##### Supplied material #####

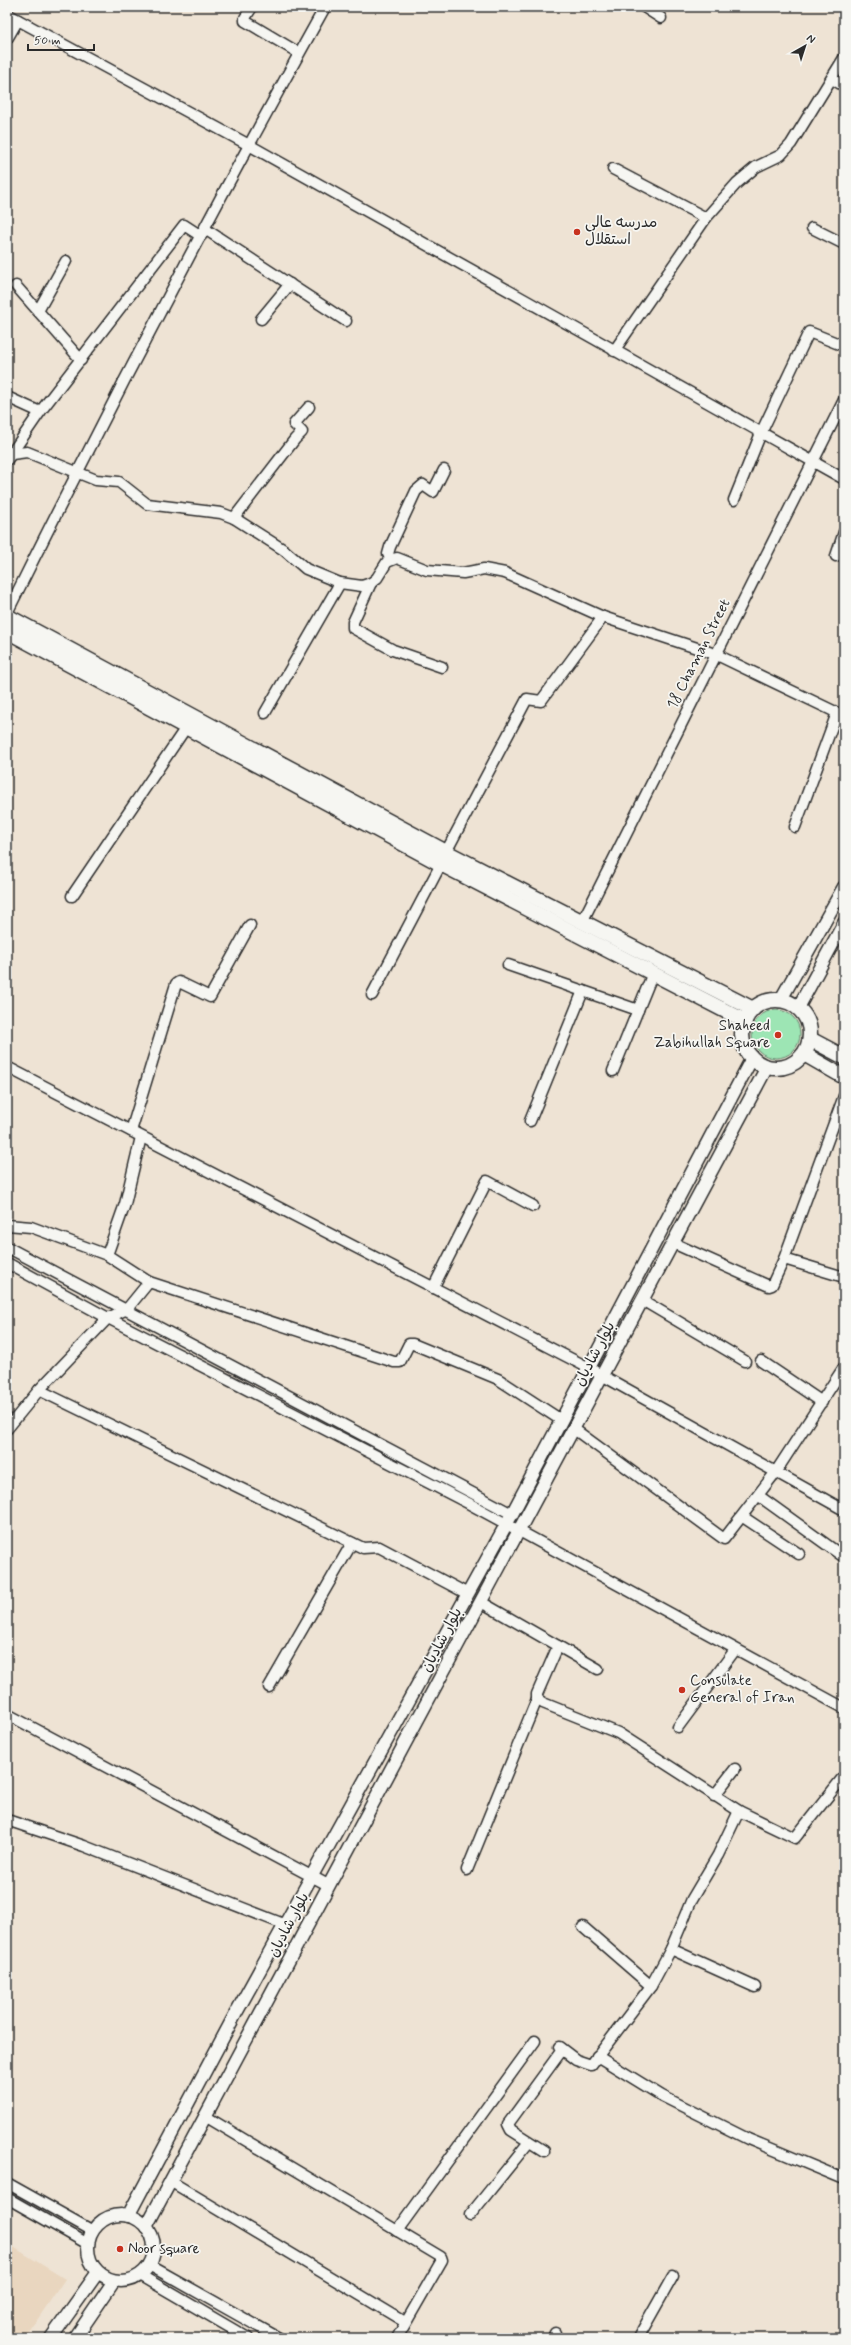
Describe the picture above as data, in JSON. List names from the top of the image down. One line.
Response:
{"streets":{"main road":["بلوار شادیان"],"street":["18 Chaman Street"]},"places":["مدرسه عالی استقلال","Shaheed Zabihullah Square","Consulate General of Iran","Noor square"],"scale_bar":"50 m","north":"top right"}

#####

Your objective: The answer is the full listing above, repeated exactly, with its pictures removed.

Answer:
Describe the picture above as data, in JSON. List names from the top of the image down. One line.
Response:
{"streets":{"main road":["بلوار شادیان"],"street":["18 Chaman Street"]},"places":["مدرسه عالی استقلال","Shaheed Zabihullah Square","Consulate General of Iran","Noor square"],"scale_bar":"50 m","north":"top right"}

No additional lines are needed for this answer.